Their ultimate victory planted the seed for white flight to suburbs like the San Fernando Valley and Orange County. Still, some stubborn segregationists tried to get around the ruling by making minorities feel unwelcome.

Advertisement

Christina, the new mother and homeowner, was also thinking of her daughter’s future when she discovered that racist paragraph in her deed.

“I don’t ever want her to see something like this,” Christina told me when I met her for lunch Friday near her public affairs office in downtown Los Angeles. “I don’t want her to inherit this legacy.”

The next question: How do you delete it?

At first, the real estate agents mistakenly told the couple they must get signatures from all 300 neighbors in their original subdivision, created in 1922 by G. Allan Hancock, for whom the adjacent neighborhood of exclusive mansions is named. Until recently, believe it or not, an individual homeowner had no means to clean up an old deed of its lingering racist language.

In 1999, the year Christina and Barry were married, the state Legislature took steps to help people purge racist terms from property deeds.

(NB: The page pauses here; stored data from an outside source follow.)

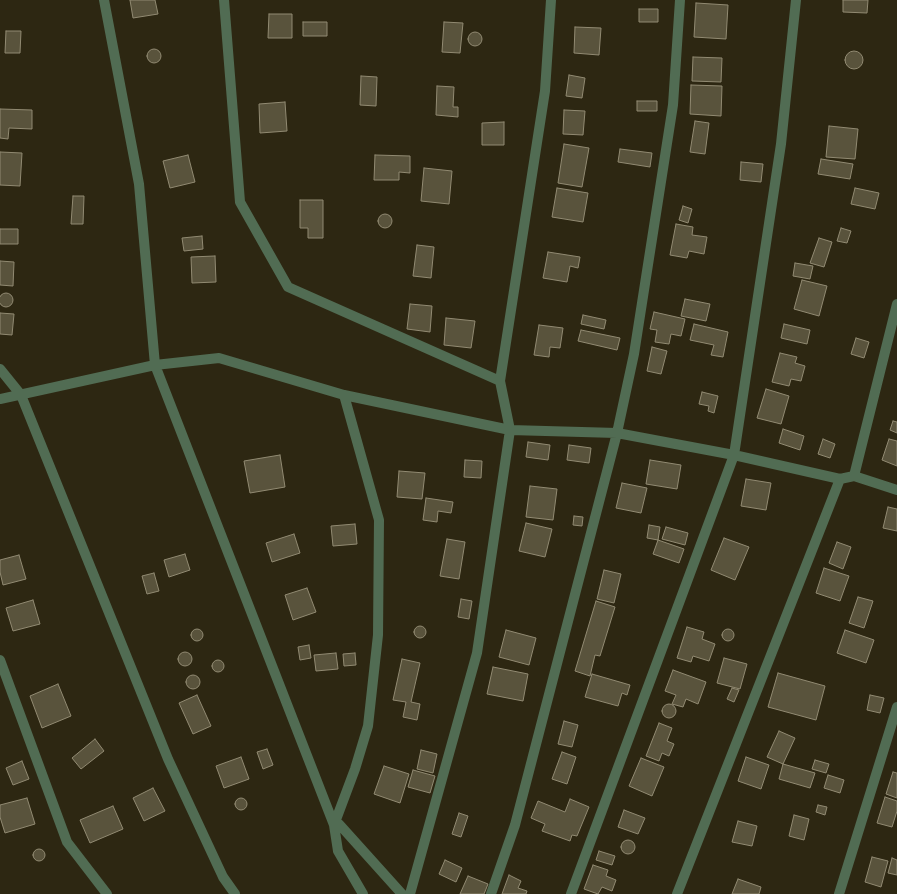 <!DOCTYPE html>
<style>
body{margin:0}
canvas{display:block;background:#2d2712}
</style>
<canvas width="897" height="894"></canvas>
<script>
const ctx = document.querySelector('canvas').getContext('2d');
ctx.lineJoin = 'round';
function paint(path, color) { ctx.fillStyle = color; ctx.fill(path, 'evenodd'); }
const shape = rows => new Path2D(rows.map(r => 'M' + r).join(''));
function trace(path, color, width, dash) { ctx.strokeStyle = color; ctx.lineWidth = width; ctx.lineCap = dash ? 'butt' : 'round'; ctx.setLineDash(dash || []); ctx.stroke(path); }
const building = shape([
 [130,0,155,0,158,14,133,18,130,0],
 [843,0,868,0,867,13,843,12,843,0],
 [696,3,728,5,726,39,694,37,696,3],
 [639,9,658,9,658,22,639,22,639,9],
 [269,14,292,14,292,38,268,38,269,14],
 [303,22,327,22,327,36,303,36,303,22],
 [444,22,463,23,460,53,442,52,444,22],
 [575,27,601,28,599,55,574,53,575,27],
 [6,31,21,31,20,53,5,53,6,31],
 '468 39a7 7 0 1 1 14 0a7 7 0 1 1-14 0Z',
 '147 56a7 7 0 1 1 14 0a7 7 0 1 1-14 0Z',
 '845 60a9 9 0 1 1 18 0a9 9 0 1 1-18 0Z',
 [693,57,722,58,721,82,692,81,693,57],
 [569,75,585,78,582,98,566,96,569,75],
 [361,76,377,77,376,106,360,105,361,76],
 [691,85,722,86,721,116,690,114,691,85],
 [437,86,454,87,453,107,458,107,458,117,436,115,437,86],
 [637,101,657,101,657,111,637,111,637,101],
 [285,102,287,131,260,133,259,104,285,102],
 [0,109,32,110,32,129,9,128,8,139,0,138,0,109],
 [564,110,585,111,583,135,563,134,564,110],
 [695,121,709,123,705,154,690,152,695,121],
 [504,122,504,145,482,145,482,123,504,122],
 [829,126,858,129,855,159,826,157,829,126],
 [564,144,589,148,582,187,558,183,564,144],
 [620,149,652,153,650,167,618,162,620,149],
 [0,152,22,153,20,186,0,185,0,152],
 [188,155,195,182,170,188,163,161,188,155],
 [375,155,410,156,410,173,399,172,399,180,374,180,375,155],
 [821,159,853,164,850,179,818,174,821,159],
 [741,162,763,164,761,182,740,180,741,162],
 [424,168,452,171,449,204,421,201,424,168],
 [557,188,588,193,583,222,552,217,557,188],
 [855,188,879,193,875,209,851,204,855,188],
 [73,196,84,196,83,224,71,224,73,196],
 [300,200,323,200,323,238,308,238,308,228,300,228,300,200],
 [683,206,692,209,688,223,679,220,683,206],
 '378 221a7 7 0 1 1 14 0a7 7 0 1 1-14 0Z',
 [676,224,693,227,692,235,707,237,704,254,689,251,687,258,670,255,676,224],
 [841,228,851,231,847,243,837,241,841,228],
 [0,229,18,229,18,244,0,244,0,229],
 [202,236,203,249,184,251,182,238,202,236],
 [819,238,832,242,824,267,810,263,819,238],
 [417,245,434,247,431,278,413,276,417,245],
 [548,252,580,257,578,268,570,266,567,282,543,278,548,252],
 [215,256,216,282,192,283,191,257,215,256],
 [0,261,14,262,13,286,0,285,0,261],
 [795,263,813,266,810,279,793,276,795,263],
 [802,280,827,286,819,316,794,309,802,280],
 '-1 300a7 7 0 1 1 14 0a7 7 0 1 1-14 0Z',
 [685,299,710,304,706,321,681,316,685,299],
 [410,304,432,306,430,332,407,329,410,304],
 [654,312,685,319,681,336,671,334,669,344,655,342,657,330,650,329,654,312],
 [0,313,14,314,12,335,0,334,0,313],
 [583,315,606,320,604,329,581,324,583,315],
 [446,318,475,321,471,348,444,345,446,318],
 [694,324,728,332,723,357,711,355,714,345,690,340,694,324],
 [784,324,810,330,807,344,781,338,784,324],
 [539,325,563,328,560,348,550,347,549,357,534,355,539,325],
 [581,330,620,338,617,350,578,341,581,330],
 [856,338,869,342,864,358,851,354,856,338],
 [652,347,667,351,661,374,647,371,652,347],
 [780,353,797,357,795,363,805,366,801,381,791,379,789,386,772,382,780,353],
 [766,389,789,396,781,424,757,418,766,389],
 [702,392,718,396,714,413,708,411,709,406,699,404,702,392],
 [893,421,897,422,897,433,890,430,893,421],
 [783,429,804,436,800,450,779,443,783,429],
 [823,439,835,444,830,458,818,454,823,439],
 [889,439,897,441,897,466,882,460,889,439],
 [528,442,550,445,548,460,526,457,528,442],
 [569,445,591,448,589,463,567,460,569,445],
 [280,455,285,487,250,493,244,461,280,455],
 [465,460,482,461,481,478,464,477,465,460],
 [650,460,681,465,677,489,646,484,650,460],
 [399,471,425,473,422,499,397,497,399,471],
 [746,479,771,483,766,510,741,506,746,479],
 [622,483,647,488,641,513,616,508,622,483],
 [530,486,557,489,553,520,526,517,530,486],
 [426,498,453,502,451,513,438,511,437,522,423,520,426,498],
 [888,507,897,509,897,531,883,528,888,507],
 [574,516,583,517,582,526,573,525,574,516],
 [526,523,552,529,545,557,519,551,526,523],
 [355,524,357,544,333,546,331,526,355,524],
 [649,525,660,527,658,540,647,538,649,525],
 [666,527,688,533,685,545,662,539,666,527],
 [294,534,300,553,272,562,266,543,294,534],
 [724,538,749,547,735,580,711,570,724,538],
 [447,539,465,542,459,579,440,576,447,539],
 [658,540,684,549,679,563,653,554,658,540],
 [837,542,851,547,843,569,829,563,837,542],
 [185,554,190,570,169,577,164,560,185,554],
 [19,555,26,579,3,585,0,572,0,560,19,555],
 [824,568,849,576,840,601,816,593,824,568],
 [604,570,621,574,614,603,597,599,604,570],
 [154,573,159,591,147,594,142,576,154,573],
 [307,588,316,612,293,620,285,595,307,588],
 [858,597,873,601,864,628,849,623,858,597],
 [461,599,472,601,469,619,458,617,461,599],
 [33,600,40,624,13,631,6,608,33,600],
 [596,601,615,607,600,656,595,655,590,676,575,671,596,601],
 '414 632a6 6 0 1 1 12 0a6 6 0 1 1-12 0Z',
 [687,627,704,632,702,639,715,644,709,661,693,656,691,662,677,658,687,627],
 '191 635a6 6 0 1 1 12 0a6 6 0 1 1-12 0Z',
 '722 635a6 6 0 1 1 12 0a6 6 0 1 1-12 0Z',
 [506,630,536,638,529,665,499,657,506,630],
 [845,630,874,640,866,663,837,653,845,630],
 [309,645,311,658,300,660,298,647,309,645],
 '178 659a7 7 0 1 1 14 0a7 7 0 1 1-14 0Z',
 [336,653,338,669,316,671,314,655,336,653],
 [355,653,356,665,344,666,343,654,355,653],
 [724,658,747,664,740,689,717,683,724,658],
 [402,659,420,663,411,702,420,704,417,720,403,717,406,702,393,700,402,659],
 '212 666a6 6 0 1 1 12 0a6 6 0 1 1-12 0Z',
 [493,667,528,674,523,701,487,694,493,667],
 [673,670,706,682,698,704,686,699,683,707,672,704,676,695,665,691,673,670],
 [778,673,825,686,816,720,768,707,778,673],
 [592,674,630,685,627,695,622,693,618,706,585,697,592,674],
 '186 682a7 7 0 1 1 14 0a7 7 0 1 1-14 0Z',
 [58,684,71,716,42,728,30,696,58,684],
 [732,688,739,690,734,702,727,699,732,688],
 [197,695,211,726,193,734,179,703,197,695],
 [870,695,884,698,880,713,867,710,870,695],
 '662 711a7 7 0 1 1 14 0a7 7 0 1 1-14 0Z',
 [564,721,578,725,572,747,558,744,564,721],
 [659,723,672,728,667,741,674,744,669,756,662,753,659,761,646,756,659,723],
 [779,731,795,738,783,764,767,757,779,731],
 [95,739,104,751,81,769,72,758,95,739],
 [267,749,273,765,263,769,257,752,267,749],
 [421,750,437,754,433,773,417,769,421,750],
 [562,752,576,757,567,784,552,779,562,752],
 [241,757,249,779,224,788,216,766,241,757],
 [746,757,769,765,761,789,738,781,746,757],
 [641,758,664,767,652,796,629,786,641,758],
 [815,760,829,764,826,773,812,769,815,760],
 [22,761,29,779,13,785,6,768,22,761],
 [783,764,815,773,810,788,779,779,783,764],
 [384,766,409,774,400,803,374,794,384,766],
 [413,770,435,776,430,793,408,787,413,770],
 [893,772,897,773,897,798,886,794,893,772],
 [828,775,844,780,840,793,824,788,828,775],
 [153,788,165,811,144,821,133,798,153,788],
 [885,797,897,801,897,811,892,827,877,823,885,797],
 '235 804a6 6 0 1 1 12 0a6 6 0 1 1-12 0Z',
 [27,798,35,824,5,833,0,817,0,805,27,798],
 [570,799,589,807,577,836,572,835,570,841,542,831,545,824,531,818,538,801,565,812,570,799],
 [818,805,827,807,825,815,816,812,818,805],
 [113,806,123,829,90,843,80,820,113,806],
 [624,810,645,818,638,834,618,827,624,810],
 [459,813,468,816,461,837,452,834,459,813],
 [794,815,809,819,804,840,789,836,794,815],
 [738,821,757,826,752,846,732,842,738,821],
 '621 847a7 7 0 1 1 14 0a7 7 0 1 1-14 0Z',
 '33 855a6 6 0 1 1 12 0a6 6 0 1 1-12 0Z',
 [599,851,615,856,612,865,596,860,599,851],
 [872,857,888,861,881,887,865,882,872,857],
 [892,858,897,860,897,875,888,873,892,858],
 [445,860,462,868,456,882,439,874,445,860],
 [593,865,608,870,606,876,616,880,612,891,602,887,598,894,584,889,593,865],
 [509,875,521,881,518,888,527,891,526,894,502,894,509,875],
 [468,876,488,884,484,894,460,894,468,876],
 [738,879,761,887,759,894,732,894,738,879]
]);
paint(building, '#59533c');
trace(building, '#918a72', 1);
trace(shape([
 [104,0,139,184,155,365,334,825,339,824,402,894],
 [224,0,240,202,288,287,500,381],
 [0,369,21,395,168,759,223,877,235,894],
 [344,395,379,520,378,635,368,726,355,769,334,825,338,851,363,894],
 [0,399,155,365,219,358,344,395,510,430,617,433,734,455,840,479,854,476,897,490],
 [854,476,897,304],
 [0,660,67,842,107,894],
 [410,894,477,653,510,430,500,381,545,91,551,0],
 [491,894,515,825,617,433,634,354,673,105,680,0],
 [571,894,734,455,781,144,796,0],
 [677,894,840,479],
 [839,894,897,707]
]), '#516c53', 10);
</script>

The law now requires homeowners associations to make the changes without approval of the owners.

Last fall, just as Christina and Barry were settling into their new home, California finally enacted a procedure for individuals to change their own deeds by applying to the Department of Fair Employment and Housing. Once an amendment gets approval, the homeowner can then cross out the offending phrases and refile the sanitized deed. For more information, call (213) 439-6703 or go to https://www.dfeh.ca.gov.

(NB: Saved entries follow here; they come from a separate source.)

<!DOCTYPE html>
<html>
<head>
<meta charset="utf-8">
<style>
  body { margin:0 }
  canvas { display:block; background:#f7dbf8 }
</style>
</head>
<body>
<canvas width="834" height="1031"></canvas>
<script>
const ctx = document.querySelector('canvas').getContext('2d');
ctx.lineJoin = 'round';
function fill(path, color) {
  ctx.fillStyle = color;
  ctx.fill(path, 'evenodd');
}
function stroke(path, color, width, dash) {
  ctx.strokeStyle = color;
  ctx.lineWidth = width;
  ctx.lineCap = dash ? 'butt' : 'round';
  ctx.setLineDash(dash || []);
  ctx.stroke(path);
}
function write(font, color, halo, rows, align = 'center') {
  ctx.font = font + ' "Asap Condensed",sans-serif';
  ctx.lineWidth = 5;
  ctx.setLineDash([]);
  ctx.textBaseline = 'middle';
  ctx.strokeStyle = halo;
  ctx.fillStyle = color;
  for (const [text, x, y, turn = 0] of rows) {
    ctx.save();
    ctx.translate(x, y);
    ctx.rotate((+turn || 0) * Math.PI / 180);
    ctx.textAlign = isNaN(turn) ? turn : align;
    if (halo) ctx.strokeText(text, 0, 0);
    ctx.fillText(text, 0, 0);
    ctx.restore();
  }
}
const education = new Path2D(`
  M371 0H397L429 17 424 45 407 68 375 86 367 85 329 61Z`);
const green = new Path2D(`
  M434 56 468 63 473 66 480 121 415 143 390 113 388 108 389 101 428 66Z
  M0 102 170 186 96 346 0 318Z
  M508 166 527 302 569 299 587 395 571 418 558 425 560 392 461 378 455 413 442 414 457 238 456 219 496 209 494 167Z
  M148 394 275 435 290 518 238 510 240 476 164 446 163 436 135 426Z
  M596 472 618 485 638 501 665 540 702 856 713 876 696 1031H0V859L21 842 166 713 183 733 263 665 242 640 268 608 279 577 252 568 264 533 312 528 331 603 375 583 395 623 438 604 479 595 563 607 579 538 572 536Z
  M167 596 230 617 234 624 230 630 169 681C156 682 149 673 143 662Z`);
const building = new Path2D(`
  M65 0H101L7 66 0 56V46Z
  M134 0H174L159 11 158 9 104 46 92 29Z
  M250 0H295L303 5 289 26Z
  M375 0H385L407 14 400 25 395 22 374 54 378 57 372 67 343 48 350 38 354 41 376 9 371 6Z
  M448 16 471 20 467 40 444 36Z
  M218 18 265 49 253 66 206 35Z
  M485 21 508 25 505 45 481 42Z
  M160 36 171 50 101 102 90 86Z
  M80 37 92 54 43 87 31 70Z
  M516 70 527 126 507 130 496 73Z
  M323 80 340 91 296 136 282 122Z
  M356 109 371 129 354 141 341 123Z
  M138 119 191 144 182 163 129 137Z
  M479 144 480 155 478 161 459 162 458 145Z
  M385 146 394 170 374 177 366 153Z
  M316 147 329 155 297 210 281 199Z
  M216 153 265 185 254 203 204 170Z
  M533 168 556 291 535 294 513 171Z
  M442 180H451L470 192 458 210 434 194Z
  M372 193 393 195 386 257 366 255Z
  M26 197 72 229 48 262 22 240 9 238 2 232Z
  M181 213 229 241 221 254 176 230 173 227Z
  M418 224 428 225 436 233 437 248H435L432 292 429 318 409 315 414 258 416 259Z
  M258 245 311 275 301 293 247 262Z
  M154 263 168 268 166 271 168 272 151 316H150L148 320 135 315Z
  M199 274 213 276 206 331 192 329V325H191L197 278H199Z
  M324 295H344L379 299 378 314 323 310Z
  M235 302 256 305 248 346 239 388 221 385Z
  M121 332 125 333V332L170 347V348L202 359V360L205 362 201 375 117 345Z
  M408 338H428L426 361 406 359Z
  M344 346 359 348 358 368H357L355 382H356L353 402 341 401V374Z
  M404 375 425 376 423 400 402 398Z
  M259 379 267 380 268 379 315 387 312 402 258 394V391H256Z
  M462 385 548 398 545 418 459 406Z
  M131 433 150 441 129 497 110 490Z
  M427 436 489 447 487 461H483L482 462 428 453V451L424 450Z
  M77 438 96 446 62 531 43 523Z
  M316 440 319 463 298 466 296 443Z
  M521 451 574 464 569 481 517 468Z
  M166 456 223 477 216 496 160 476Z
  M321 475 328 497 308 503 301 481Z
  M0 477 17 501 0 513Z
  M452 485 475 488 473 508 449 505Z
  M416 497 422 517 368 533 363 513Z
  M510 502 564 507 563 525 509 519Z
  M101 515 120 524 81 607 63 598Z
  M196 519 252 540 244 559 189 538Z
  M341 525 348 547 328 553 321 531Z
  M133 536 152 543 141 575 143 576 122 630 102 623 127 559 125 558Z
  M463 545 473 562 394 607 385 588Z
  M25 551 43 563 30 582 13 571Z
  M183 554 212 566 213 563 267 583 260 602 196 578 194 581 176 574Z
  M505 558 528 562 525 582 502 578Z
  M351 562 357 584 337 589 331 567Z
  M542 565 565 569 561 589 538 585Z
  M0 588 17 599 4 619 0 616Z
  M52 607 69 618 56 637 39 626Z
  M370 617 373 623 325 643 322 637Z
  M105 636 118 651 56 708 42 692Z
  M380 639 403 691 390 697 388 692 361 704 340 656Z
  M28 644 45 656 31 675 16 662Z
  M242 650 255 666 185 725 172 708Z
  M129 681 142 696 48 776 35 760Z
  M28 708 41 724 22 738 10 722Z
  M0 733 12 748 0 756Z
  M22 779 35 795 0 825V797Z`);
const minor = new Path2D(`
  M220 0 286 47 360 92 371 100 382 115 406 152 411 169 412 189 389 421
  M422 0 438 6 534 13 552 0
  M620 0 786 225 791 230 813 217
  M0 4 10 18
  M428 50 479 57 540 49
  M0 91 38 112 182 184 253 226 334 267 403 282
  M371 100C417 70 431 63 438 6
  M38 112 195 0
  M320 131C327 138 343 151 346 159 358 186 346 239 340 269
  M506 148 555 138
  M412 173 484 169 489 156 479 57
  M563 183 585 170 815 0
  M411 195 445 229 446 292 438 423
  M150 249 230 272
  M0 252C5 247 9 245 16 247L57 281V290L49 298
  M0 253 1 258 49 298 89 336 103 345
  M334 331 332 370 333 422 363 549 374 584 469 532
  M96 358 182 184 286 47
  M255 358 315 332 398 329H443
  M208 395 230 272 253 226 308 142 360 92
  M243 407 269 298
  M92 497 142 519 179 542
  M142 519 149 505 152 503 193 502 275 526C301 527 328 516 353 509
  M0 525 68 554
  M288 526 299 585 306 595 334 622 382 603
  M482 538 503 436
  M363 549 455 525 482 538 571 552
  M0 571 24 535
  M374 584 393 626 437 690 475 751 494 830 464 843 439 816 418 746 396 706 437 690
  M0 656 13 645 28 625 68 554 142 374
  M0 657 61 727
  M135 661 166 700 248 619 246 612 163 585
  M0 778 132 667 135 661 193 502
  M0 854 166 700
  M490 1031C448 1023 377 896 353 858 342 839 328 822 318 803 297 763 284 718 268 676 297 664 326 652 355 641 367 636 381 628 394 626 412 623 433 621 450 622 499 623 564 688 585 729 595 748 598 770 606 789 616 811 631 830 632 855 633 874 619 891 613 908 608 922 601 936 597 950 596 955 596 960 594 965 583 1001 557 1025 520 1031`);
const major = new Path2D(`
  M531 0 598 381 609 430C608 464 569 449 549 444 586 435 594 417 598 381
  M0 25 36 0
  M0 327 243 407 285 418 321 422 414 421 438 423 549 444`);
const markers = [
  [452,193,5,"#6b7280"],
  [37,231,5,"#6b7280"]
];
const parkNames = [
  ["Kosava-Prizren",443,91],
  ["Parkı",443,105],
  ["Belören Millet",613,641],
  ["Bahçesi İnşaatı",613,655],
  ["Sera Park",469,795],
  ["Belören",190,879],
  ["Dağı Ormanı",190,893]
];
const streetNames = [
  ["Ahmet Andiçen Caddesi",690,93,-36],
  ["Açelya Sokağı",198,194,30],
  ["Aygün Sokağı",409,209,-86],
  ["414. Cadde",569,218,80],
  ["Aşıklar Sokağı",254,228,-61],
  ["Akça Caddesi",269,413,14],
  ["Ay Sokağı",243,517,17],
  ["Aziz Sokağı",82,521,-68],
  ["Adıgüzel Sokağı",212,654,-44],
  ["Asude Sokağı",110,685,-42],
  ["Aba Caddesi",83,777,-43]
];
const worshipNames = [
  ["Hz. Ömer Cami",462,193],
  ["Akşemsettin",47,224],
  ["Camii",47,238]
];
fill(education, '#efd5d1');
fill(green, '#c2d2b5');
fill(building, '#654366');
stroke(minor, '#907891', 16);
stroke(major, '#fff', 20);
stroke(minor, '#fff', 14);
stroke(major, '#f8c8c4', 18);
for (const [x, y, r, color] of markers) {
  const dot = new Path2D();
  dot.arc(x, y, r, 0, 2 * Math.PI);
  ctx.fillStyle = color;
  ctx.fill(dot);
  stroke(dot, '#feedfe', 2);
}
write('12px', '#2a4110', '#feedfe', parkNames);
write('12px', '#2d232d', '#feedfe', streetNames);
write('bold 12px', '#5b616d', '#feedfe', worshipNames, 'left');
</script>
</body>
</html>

Christina wonders why the burden falls on her. “Frankly,” she told me, “I think the state should be beating down my door to remove the language from my house, not vice versa.”

Advertisement

Christina and Barry, both 36, have started the application. But she doubts many others will go to the trouble. And she’s right. So far, fewer than 10 people statewide have applied to make changes.

Many may think the issue is moot, because housing discrimination is illegal anyway. Many may not even know their deeds contain the hidden hate clauses.

Christina says she can’t ignore the dead language, which would haunt her new home.

“It would be this constant reminder that I still don’t belong in my own house, in my own neighborhood, in my own city where I was raised.”